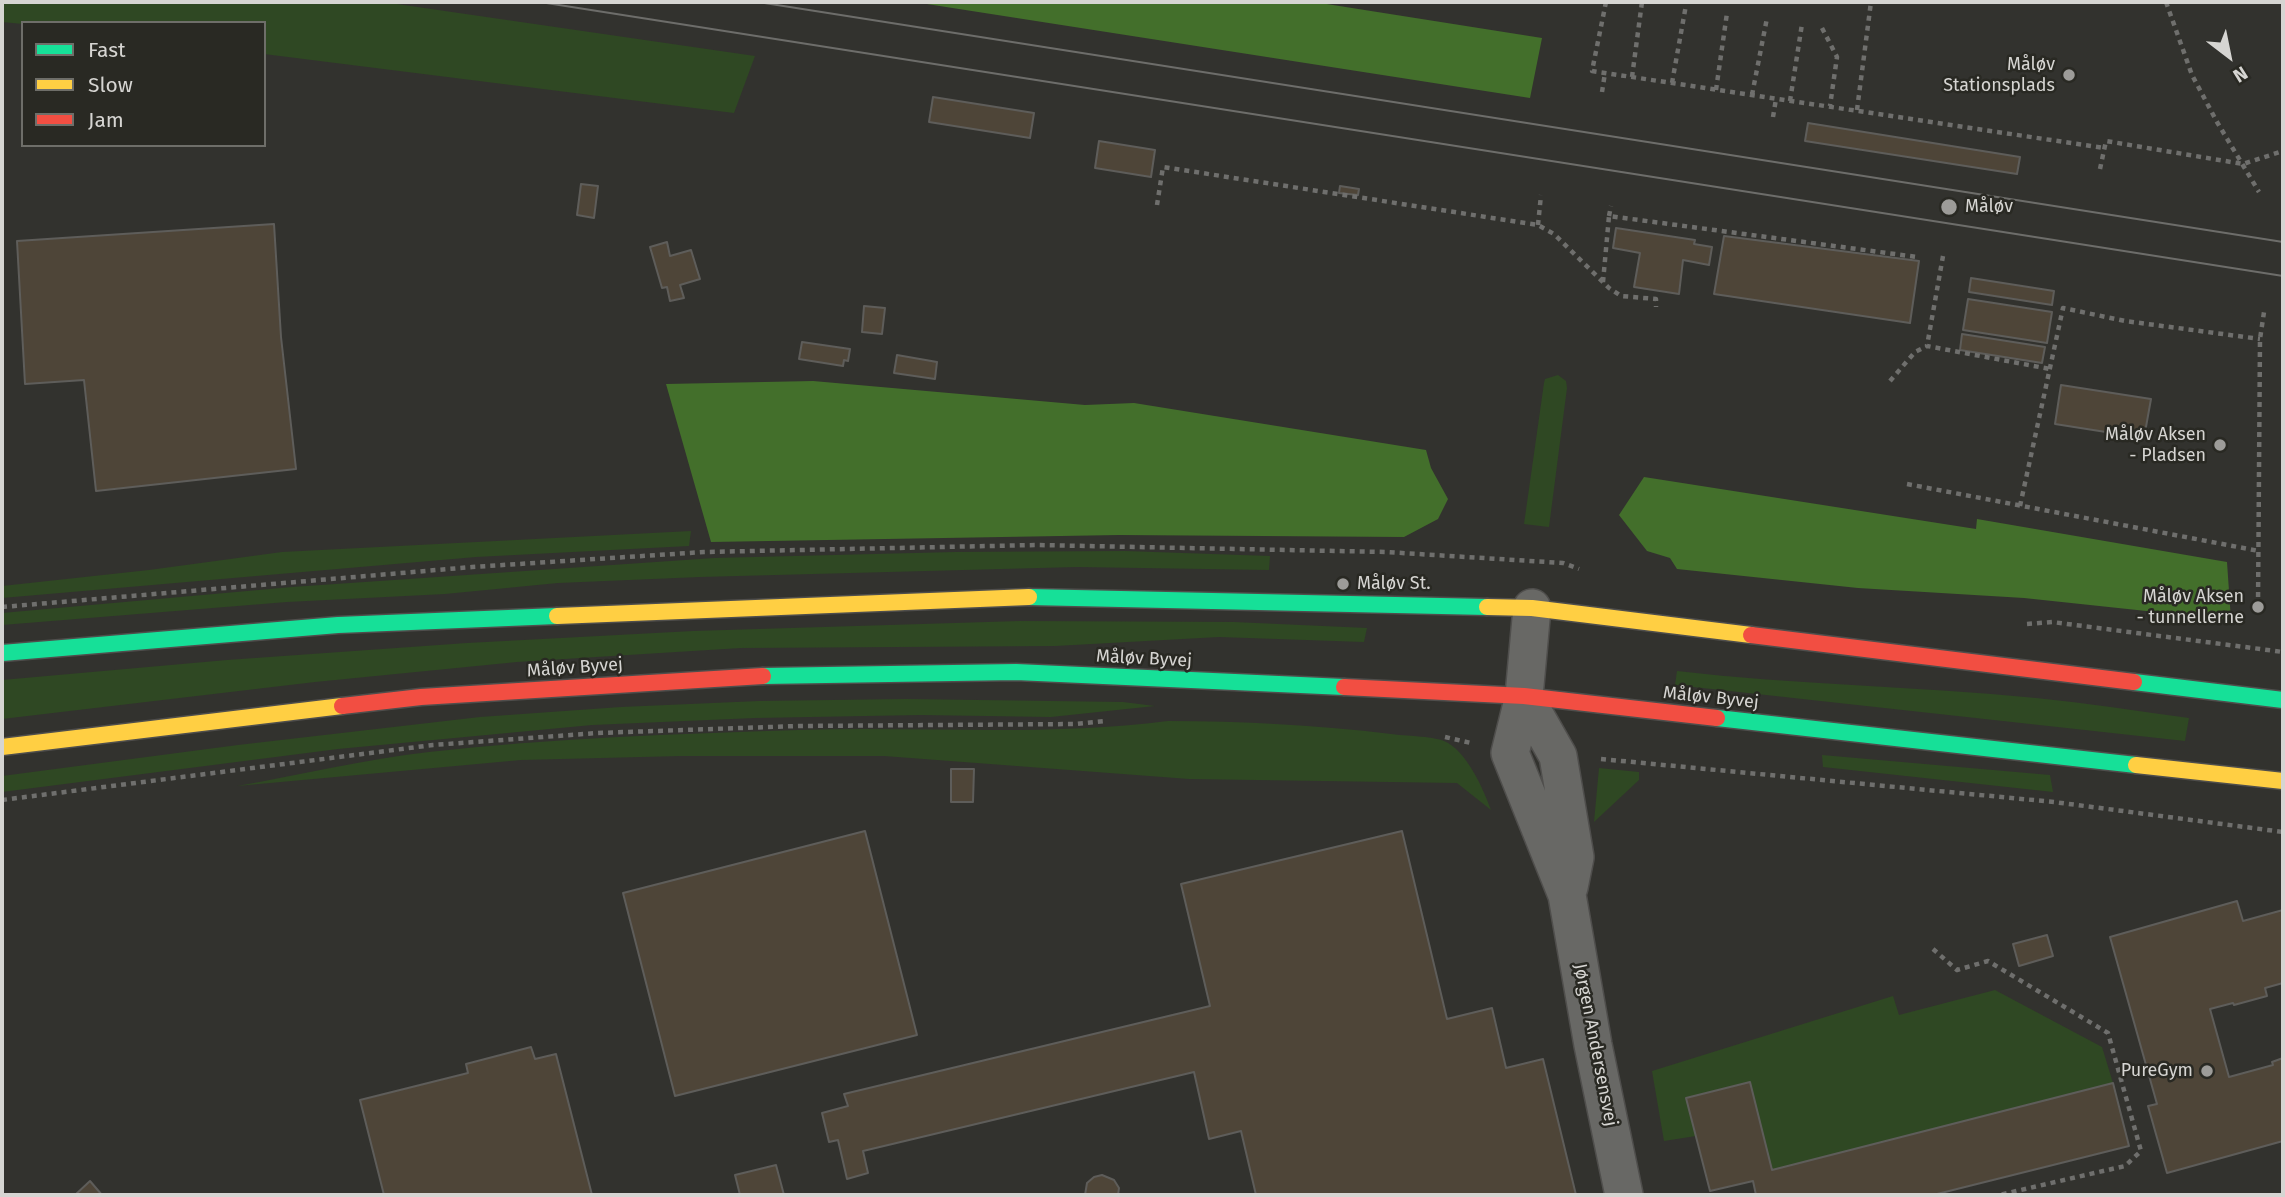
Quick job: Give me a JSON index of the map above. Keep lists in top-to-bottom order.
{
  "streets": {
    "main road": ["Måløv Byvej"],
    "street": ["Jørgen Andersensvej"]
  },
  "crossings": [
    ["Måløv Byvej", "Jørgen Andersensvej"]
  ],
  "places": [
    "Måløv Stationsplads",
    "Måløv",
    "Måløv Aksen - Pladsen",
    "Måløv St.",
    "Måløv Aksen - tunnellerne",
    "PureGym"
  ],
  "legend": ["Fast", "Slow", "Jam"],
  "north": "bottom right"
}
——————
The listing above, line by line: print it exactly, but not its pictures.

Quick job: Give me a JSON index of the map above. Keep lists in top-to-bottom order.
{
  "streets": {
    "main road": ["Måløv Byvej"],
    "street": ["Jørgen Andersensvej"]
  },
  "crossings": [
    ["Måløv Byvej", "Jørgen Andersensvej"]
  ],
  "places": [
    "Måløv Stationsplads",
    "Måløv",
    "Måløv Aksen - Pladsen",
    "Måløv St.",
    "Måløv Aksen - tunnellerne",
    "PureGym"
  ],
  "legend": ["Fast", "Slow", "Jam"],
  "north": "bottom right"
}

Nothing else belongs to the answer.